Article 31 : – Il est défendu:
a) de fumer dans la galerie, sauf en cas de pluie ;
b) de stationner et de former des groupes ;
c) de chanter, siffler, crier ;
d) de courir d’une façon désordonnée ;
e) de jeter des débris de papier, de tabac, etc…etc…, dans la cour et les galeries ;
f) de déplacer les bancs de la cour et de se bousculer ;
g) de jeter de la neige ;
h) de quitter la cour sans permission et d’ entrer dans les classes pendant les récréations ;
i) de sauter au-dessus des bancs ;
j) de rompre les rangs avant d’ avoir dépassé le bureau ;
k) de toucher aux cadres de la galerie ;
l) de se livrer à des jeux de mains.
Et soyez persuadés que toutes ces défenses étaient scrupuleusement observées. Le personnel surveillant les faisait appliquer à la lettre par crainte de remontrances de l’autorité. Mais les jeunes gens parvenaient souvent à tourner les difficultés : ainsi, comme ils ne pouvaient cracher par terre, ils s’évertuaient à le faire sur le tronc des arbres de la cour.

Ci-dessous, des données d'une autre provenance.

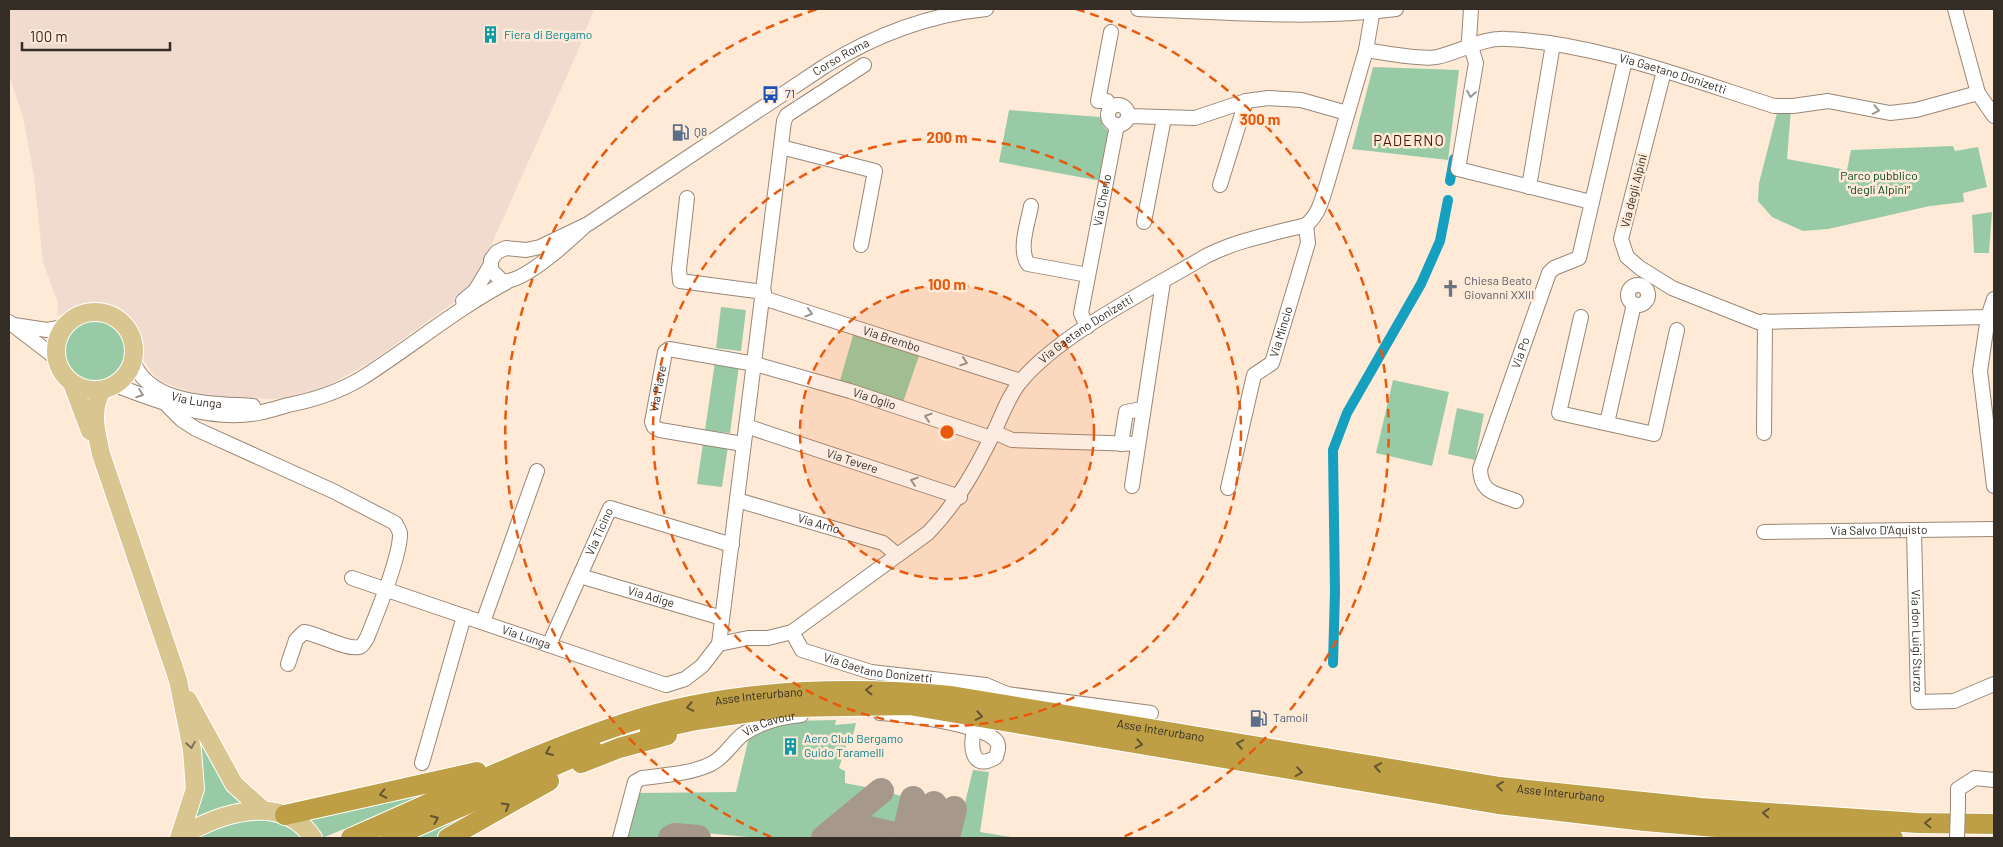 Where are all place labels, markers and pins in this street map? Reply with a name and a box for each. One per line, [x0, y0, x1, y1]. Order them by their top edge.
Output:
building icon: Fiera di Bergamo [480, 25, 500, 45]
place label: Fiera di Bergamo [504, 27, 592, 41]
bus stop icon: 71 [761, 84, 781, 104]
place label: 71 [785, 86, 795, 100]
fuel station icon: Q8 [670, 122, 690, 142]
place label: Q8 [694, 124, 707, 138]
place label: Chiesa Beato Giovanni XXIII [1464, 273, 1534, 301]
church icon: Chiesa Beato Giovanni XXIII [1440, 278, 1460, 298]
centre of rings [938, 423, 956, 441]
fuel station icon: Tamoil [1249, 708, 1269, 728]
place label: Tamoil [1273, 710, 1308, 724]
place label: Aero Club Bergamo Guido Taramelli [804, 731, 903, 759]
building icon: Aero Club Bergamo Guido Taramelli [780, 736, 800, 756] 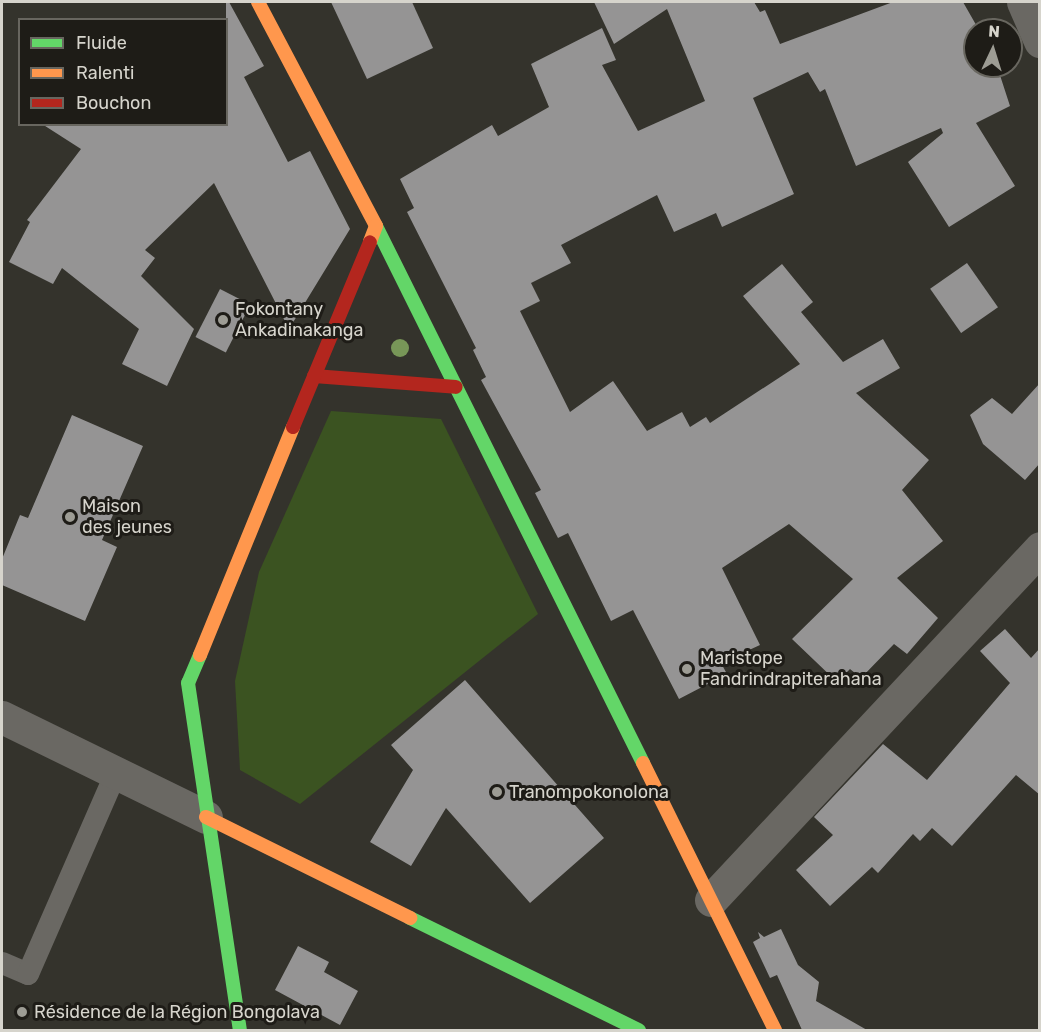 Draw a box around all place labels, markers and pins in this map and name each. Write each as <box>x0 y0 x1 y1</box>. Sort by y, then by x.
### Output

Voulez-vous être convaincus. Je relève dans les cahiers d’observations de l’époque les motifs de sanctions que voici :
« Auverdin : recouvre ses cahiers à l’étude ; se regarde dans un petit miroir.
« G. Cornet : parle wallon – traine près des casiers.
« Pécriaux : parle en cirant ses souliers.
« Neerdael : pousse des cris de paon effarouché.
« Wauquier : frappe avec sa canne sur les pavés pendant la promenade. Tout, absolument tout, était prévu dans ce règlement.
Au chapitre du réfectoire, l’article 90 porte : « Chaque élève a droit à trois cuillerées de sauce »
Je ne puis vous faire connaître les 198 articles ni leurs a, b, f, k,…….. mais je terminerai par le n° 111 qui vous laissera rêveurs. Le voici dans toute sa candeur :
« Un élève ne peut demander à sortir d’une classe ou d’une étude que pour indisposition sérieuse. Il doit demander l’autorisation et ce n’est que lorsque celle-ci est accordée qu’il peut rédiger, en double, un billet ainsi conçu : L’élève …. a été autorisé à sortir de (la leçon, l’étude) à …..(heure précise) pour cause d’indisposition sérieuse.
Date ……………………
Le professeur ou le maître d’études.
Il porte aussitôt l’un des exemplaires signés dans la boîte aux lettres du Directeur et remet l’autre au maître d’études de service. Cependant, si l’indisposition se prolonge au-delà de 15 minutes, l’élève doit se rendre au lit après avoir averti le maître d’études ».
Après cette dernière citation c’est ce qui me reste de mieux à faire. Si vous le voulez, nous égrènerons encore quelques souvenirs dans un prochain numéro.